2.2 Teoria de Fundo.

2.2.1.7 O ‘dispositivo’ e as críticas ideológicas.

Foucault propõe no primeiro volume de A História da Sexualidade (1976-84/1994, p. 88-117) o termo ‘dispositivo’ nele identificando o quadro conformador de conhecimentos e valores em que se desdobra. O dispositivo é a operacionalização organizadora de poderes. É relacional, insensível, invisível, e funciona pela escolha histórica dos temas, problemas e estruturas. Foucault enfatiza a perspectiva genealógica do que os homens constroem ou omitem, em todas as dimensões, ao longo do tempo, dentro dos quadros cognitivos da conformidade.

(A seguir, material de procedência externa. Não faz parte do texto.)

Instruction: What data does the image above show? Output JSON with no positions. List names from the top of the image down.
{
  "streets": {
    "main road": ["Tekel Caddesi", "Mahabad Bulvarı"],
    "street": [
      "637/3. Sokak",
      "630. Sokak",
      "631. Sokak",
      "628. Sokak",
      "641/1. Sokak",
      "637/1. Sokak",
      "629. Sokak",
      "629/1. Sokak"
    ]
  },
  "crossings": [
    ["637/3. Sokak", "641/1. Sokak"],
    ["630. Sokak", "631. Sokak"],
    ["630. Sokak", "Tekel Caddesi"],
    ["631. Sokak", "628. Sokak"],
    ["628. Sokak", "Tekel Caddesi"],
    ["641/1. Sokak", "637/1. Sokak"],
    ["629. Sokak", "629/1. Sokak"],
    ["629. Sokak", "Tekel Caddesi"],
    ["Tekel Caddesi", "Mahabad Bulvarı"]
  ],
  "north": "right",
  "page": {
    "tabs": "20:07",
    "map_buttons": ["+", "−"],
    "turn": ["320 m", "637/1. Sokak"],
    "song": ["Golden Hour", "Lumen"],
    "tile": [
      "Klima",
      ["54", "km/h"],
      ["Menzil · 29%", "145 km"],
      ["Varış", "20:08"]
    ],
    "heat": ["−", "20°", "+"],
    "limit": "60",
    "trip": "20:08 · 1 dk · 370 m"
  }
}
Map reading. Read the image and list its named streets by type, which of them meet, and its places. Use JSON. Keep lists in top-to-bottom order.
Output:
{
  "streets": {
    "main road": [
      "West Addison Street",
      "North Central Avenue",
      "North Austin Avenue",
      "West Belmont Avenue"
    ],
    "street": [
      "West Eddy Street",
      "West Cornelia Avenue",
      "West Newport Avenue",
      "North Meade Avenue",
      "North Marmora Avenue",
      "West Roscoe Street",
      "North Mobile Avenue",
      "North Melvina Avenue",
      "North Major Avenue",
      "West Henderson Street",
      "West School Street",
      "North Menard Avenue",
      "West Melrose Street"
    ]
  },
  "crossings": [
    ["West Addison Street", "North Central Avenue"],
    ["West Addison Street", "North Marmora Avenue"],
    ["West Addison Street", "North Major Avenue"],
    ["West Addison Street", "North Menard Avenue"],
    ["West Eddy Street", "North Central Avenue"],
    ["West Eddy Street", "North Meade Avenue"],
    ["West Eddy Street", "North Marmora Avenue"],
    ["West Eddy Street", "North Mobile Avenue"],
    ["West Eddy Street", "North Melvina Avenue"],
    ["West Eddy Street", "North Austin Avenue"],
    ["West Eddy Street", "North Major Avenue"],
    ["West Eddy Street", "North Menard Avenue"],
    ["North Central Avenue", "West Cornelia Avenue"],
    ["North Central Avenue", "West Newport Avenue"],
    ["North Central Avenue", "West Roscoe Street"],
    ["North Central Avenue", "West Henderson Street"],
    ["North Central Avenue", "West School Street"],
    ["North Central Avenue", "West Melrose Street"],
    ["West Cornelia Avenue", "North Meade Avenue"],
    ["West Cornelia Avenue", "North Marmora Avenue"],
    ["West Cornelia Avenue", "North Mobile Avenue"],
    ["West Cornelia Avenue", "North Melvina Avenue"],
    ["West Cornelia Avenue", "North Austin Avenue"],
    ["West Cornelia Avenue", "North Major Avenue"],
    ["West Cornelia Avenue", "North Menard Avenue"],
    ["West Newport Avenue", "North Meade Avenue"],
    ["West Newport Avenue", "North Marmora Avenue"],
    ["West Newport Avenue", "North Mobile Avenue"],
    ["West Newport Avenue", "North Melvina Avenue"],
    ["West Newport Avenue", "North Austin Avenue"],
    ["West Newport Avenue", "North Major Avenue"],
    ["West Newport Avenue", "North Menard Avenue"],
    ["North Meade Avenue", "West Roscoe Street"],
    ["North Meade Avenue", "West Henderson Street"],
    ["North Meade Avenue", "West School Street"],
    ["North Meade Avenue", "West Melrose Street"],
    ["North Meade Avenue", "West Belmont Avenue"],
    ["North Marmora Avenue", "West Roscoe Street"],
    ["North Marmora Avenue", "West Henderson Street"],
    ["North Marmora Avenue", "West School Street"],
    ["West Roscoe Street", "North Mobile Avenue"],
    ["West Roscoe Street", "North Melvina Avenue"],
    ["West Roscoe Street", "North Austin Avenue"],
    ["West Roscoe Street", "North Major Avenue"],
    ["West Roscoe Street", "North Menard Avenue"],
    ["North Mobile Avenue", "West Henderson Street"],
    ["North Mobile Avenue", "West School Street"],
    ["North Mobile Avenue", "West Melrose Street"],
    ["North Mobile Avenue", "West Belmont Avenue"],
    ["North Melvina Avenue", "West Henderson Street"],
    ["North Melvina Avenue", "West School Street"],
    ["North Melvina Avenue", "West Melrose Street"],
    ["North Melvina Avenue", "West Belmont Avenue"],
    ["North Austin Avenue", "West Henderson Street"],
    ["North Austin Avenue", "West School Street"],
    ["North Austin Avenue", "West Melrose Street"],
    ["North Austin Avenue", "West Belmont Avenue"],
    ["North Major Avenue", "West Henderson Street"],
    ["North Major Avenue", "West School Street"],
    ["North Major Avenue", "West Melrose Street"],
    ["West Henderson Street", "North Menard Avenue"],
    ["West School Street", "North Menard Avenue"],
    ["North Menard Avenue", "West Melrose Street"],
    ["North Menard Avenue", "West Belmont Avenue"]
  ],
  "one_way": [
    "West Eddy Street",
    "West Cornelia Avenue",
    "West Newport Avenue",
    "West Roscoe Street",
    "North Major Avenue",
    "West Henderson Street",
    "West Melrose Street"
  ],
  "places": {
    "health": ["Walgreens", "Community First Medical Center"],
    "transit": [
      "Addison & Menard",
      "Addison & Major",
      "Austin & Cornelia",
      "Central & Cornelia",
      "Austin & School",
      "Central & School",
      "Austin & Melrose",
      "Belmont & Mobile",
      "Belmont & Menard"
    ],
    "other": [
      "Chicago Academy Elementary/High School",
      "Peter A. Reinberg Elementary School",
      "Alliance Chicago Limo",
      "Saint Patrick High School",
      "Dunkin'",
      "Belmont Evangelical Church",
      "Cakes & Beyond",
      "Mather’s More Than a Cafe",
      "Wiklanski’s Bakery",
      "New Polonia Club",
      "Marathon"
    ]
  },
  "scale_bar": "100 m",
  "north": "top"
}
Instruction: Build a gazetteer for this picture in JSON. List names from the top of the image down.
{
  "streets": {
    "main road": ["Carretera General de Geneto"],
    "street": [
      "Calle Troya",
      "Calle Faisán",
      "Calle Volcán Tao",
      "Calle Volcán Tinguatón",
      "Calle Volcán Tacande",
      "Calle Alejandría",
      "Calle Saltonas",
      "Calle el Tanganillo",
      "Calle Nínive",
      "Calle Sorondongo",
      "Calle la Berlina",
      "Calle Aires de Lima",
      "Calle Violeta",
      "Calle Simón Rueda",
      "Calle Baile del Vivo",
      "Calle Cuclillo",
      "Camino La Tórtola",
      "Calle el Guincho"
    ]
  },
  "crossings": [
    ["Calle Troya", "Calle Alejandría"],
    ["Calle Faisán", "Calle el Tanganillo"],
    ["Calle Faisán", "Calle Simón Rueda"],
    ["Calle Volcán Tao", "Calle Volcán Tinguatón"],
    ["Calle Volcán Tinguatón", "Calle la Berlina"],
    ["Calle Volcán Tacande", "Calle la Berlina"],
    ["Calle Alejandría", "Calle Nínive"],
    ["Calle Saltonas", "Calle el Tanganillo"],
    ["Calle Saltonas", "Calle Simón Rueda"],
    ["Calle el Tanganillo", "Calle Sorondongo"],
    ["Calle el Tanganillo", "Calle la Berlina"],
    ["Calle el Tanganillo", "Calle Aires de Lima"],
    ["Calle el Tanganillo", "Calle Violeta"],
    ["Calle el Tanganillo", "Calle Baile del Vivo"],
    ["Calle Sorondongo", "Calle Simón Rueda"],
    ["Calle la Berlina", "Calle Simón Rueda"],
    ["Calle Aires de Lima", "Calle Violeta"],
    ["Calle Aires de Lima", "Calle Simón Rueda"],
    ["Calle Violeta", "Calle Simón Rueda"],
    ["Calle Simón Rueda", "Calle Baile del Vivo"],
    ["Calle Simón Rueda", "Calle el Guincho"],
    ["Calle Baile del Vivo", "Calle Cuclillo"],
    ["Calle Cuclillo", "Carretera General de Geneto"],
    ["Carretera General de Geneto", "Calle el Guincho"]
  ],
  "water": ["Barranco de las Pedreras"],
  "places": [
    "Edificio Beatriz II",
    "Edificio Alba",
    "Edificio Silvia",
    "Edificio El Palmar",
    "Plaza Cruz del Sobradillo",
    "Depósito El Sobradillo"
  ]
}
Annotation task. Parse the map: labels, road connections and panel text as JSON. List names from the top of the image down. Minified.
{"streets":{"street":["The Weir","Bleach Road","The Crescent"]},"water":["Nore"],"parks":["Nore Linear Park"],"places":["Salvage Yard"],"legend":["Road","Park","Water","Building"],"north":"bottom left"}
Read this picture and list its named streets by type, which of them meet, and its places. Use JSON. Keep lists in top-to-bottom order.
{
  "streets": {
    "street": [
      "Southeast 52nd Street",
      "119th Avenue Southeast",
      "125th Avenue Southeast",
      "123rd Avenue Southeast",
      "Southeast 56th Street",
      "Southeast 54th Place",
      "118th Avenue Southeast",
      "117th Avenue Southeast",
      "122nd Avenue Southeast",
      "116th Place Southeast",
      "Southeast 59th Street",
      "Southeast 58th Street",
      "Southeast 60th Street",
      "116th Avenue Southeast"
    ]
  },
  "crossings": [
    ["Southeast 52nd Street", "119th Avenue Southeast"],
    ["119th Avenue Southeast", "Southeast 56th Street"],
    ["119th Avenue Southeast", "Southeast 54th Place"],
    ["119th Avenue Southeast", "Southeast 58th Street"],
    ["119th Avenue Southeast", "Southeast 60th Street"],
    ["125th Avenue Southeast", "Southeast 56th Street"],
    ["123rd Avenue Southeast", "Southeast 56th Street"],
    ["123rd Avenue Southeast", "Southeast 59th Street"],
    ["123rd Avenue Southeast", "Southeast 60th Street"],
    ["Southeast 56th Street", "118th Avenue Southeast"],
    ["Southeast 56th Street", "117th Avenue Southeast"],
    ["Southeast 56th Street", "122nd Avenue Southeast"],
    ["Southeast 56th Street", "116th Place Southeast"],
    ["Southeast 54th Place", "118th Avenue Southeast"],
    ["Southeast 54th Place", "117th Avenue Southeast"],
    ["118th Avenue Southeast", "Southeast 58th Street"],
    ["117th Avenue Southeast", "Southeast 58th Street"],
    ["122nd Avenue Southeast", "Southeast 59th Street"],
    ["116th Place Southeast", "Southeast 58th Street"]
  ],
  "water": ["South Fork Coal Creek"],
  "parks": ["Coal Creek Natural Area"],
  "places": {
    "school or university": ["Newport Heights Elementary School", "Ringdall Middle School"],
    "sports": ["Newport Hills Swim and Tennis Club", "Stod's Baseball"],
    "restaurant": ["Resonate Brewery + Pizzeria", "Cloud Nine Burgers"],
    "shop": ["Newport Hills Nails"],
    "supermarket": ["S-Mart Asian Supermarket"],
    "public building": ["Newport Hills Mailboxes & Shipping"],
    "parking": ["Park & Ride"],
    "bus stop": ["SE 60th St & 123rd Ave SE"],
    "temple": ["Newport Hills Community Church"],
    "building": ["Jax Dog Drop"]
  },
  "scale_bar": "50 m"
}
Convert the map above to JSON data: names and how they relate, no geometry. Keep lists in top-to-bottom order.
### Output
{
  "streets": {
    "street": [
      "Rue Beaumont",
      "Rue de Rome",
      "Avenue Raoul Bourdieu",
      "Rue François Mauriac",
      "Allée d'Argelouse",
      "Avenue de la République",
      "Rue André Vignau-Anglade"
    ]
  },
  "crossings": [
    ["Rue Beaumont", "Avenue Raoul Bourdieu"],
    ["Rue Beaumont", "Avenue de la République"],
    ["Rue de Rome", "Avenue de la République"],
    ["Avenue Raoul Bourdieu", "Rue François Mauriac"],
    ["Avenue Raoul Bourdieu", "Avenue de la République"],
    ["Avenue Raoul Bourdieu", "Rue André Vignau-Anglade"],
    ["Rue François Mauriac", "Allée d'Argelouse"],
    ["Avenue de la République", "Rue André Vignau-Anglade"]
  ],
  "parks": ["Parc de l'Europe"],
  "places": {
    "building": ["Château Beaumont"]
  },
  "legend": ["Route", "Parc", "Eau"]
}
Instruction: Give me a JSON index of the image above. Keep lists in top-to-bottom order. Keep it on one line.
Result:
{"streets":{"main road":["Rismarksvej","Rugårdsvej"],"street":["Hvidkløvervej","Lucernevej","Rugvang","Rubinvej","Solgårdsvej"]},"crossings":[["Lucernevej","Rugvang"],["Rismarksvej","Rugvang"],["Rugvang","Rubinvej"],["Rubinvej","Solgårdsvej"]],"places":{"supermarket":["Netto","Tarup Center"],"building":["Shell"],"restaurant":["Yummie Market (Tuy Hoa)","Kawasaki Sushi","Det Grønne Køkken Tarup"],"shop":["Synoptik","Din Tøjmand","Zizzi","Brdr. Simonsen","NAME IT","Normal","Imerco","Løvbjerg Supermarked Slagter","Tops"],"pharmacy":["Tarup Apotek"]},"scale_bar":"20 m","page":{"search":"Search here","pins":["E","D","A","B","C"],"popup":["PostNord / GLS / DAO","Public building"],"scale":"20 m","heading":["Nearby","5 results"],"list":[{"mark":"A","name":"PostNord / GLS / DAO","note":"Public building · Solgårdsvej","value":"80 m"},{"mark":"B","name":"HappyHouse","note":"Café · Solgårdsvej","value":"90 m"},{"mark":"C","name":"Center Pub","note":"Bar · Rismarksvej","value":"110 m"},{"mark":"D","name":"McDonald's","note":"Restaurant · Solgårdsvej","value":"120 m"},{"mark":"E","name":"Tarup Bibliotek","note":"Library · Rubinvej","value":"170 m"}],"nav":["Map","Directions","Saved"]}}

O dispositivo é uma rede heterogénea de ‘discursos, instituições, organizações arquitectónicas, decisões regulamentares, leis, medidas administrativas, enunciados científicos, proposições filosóficas, morais, filantrópicas’ (Foucault, 1979/1992, p. 244). Tem por função, em cada momento, responder a uma necessidade, e fá-lo de modo estratégico e imbricado no poder. O dispositivo não actua como uma força: é a sombra do mundo concebível, organizando-o segundo estruturas de conhecimento, regras, espaços. Cada indivíduo, ideia, discurso, acção, conformados no dispositivo, são em simultâneo os vigias atentos e inconscientes dos indivíduos, ideias, discursos e acções que lhe são próximos. Assim o poder é exercido sem essência, mas por consenso, sem acção mas por operação. O poder equivale ao dispositivo e o dispositivo equivale à verdade – nada existe fora do dispositivo.

O dispositivo é a manifestação do poder, é o seu significante, o seu discurso, onde está tudo o que é histórico. Mas o dispositivo determina o próprio poder – como na metáfora do Senhor e do Escravo, de Hegel (1807/2001, §178-197). Nesta teia, o saber sustenta as forças e as forças sustentam o saber.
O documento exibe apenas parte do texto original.